Moreover, death spiral can lead to “financial contagion”. If fire-sale prices from a distressed bank become relevant marks for other banks, mark-to-market accounting can cause write-downs and regulatory capital problems for otherwise sound banks (Cifuentes, Ferrucci, and Shin, 2005; Allen and Carletti, 2008; Heaton, Lucas, and McDonald, 2009).[4] This is considered to be systemic risk in the banking industry.
As with any standard setting body, the FASB was faced with tradeoffs when it made the decision to implement this new standard. Since this is an imperfect world with information problems, it is difficult to know what the absolute best option is. This is why it is important that the FASB, along with all other participants in the financial environment, become knowledgeable in their fields, and assess how their decisions and performance may affect others.

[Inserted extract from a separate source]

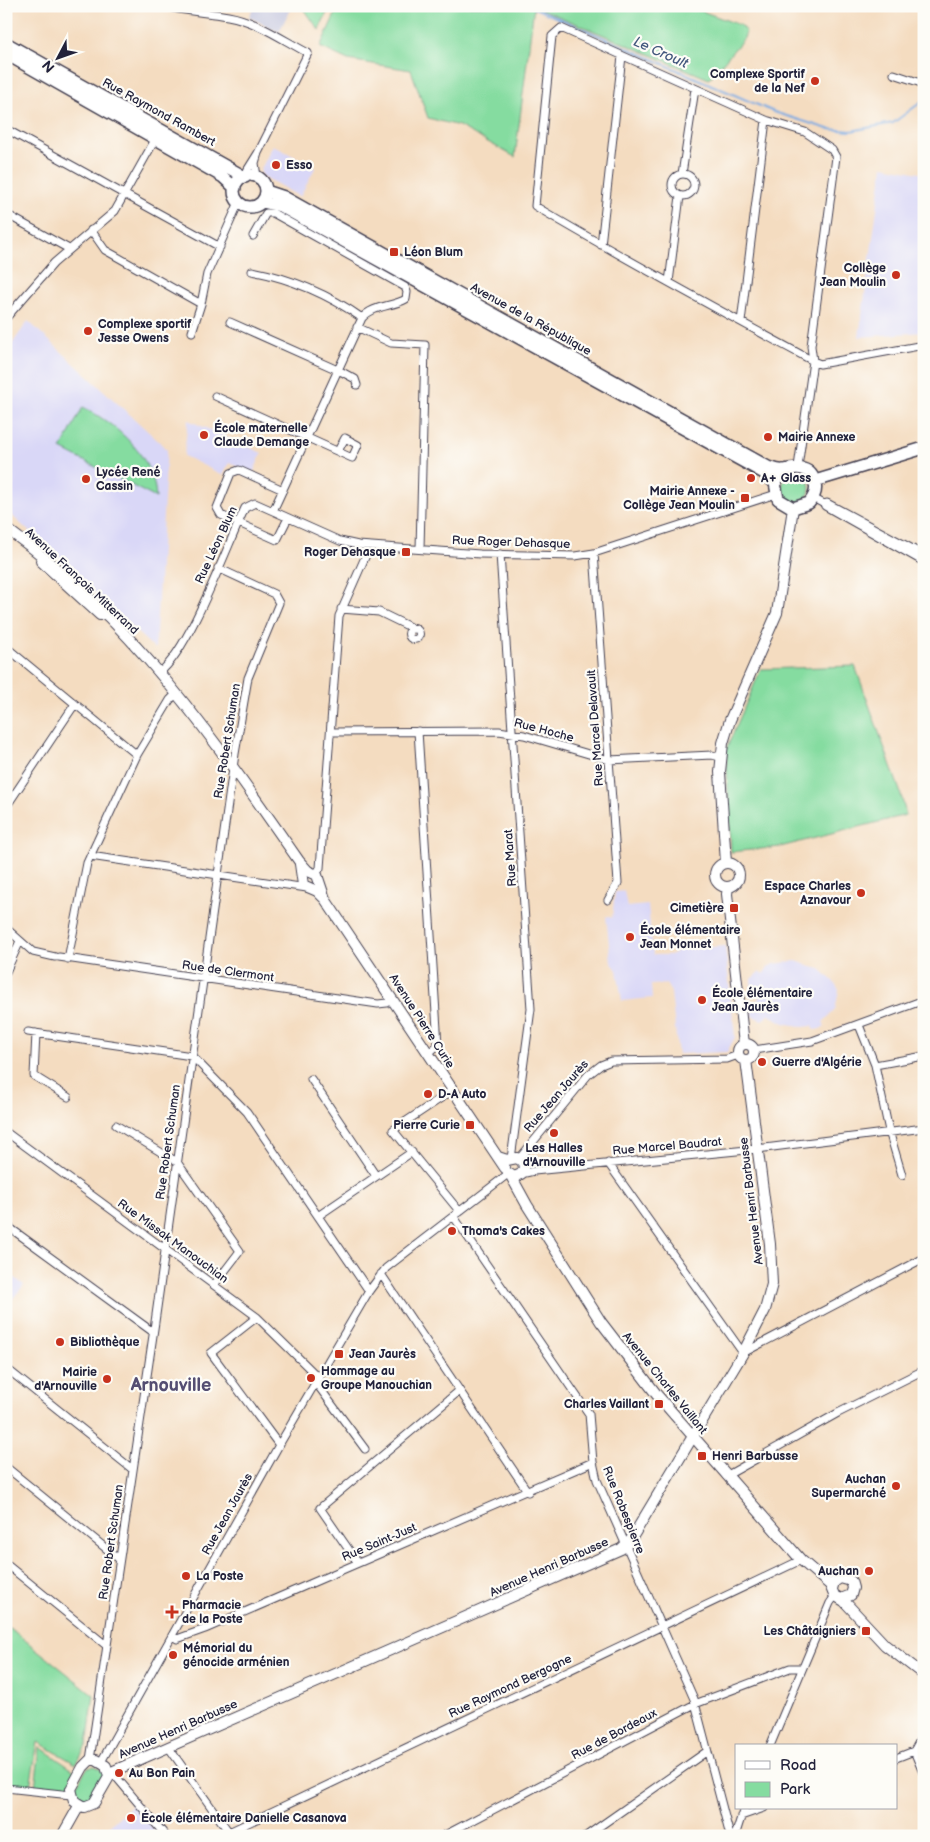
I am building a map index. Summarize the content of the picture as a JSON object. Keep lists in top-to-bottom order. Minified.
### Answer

This stands true for auditors and their role in the financial markets and crisis.
To strike the balance between reliability and relevance, some scholars propose a double-disclosure—fair-value measurement backed up by historical cost figures: "The best way to ensure that regulators, investors, and the market at large have a full understanding of banks’ true financial conditions is to include changes in the value of financial instruments over time in financial statements, along with historical cost figures."[5]
In fact, FASB is not planning to abandon historical cost accounting for financial
instruments held for collection or payment of contractual cash flows, because it provides useful information about the potential cash flows associated with these financial instruments. Indeed, the difference between amortized cost and fair value captures the expected
impact of current economic conditions on existing financial instruments. FASB is recommending for financial instruments held for collection or
payment of contractual cash flows that amortized cost and fair value information be given equal prominence on the financial statements and, thus, that both measures be made available for these financial instruments in public releases of financial reporting information. This dual presentation in financial statements — which some investors have asked for—would ensure that both relevant measures are given adequate attention by banks and their auditors.[5]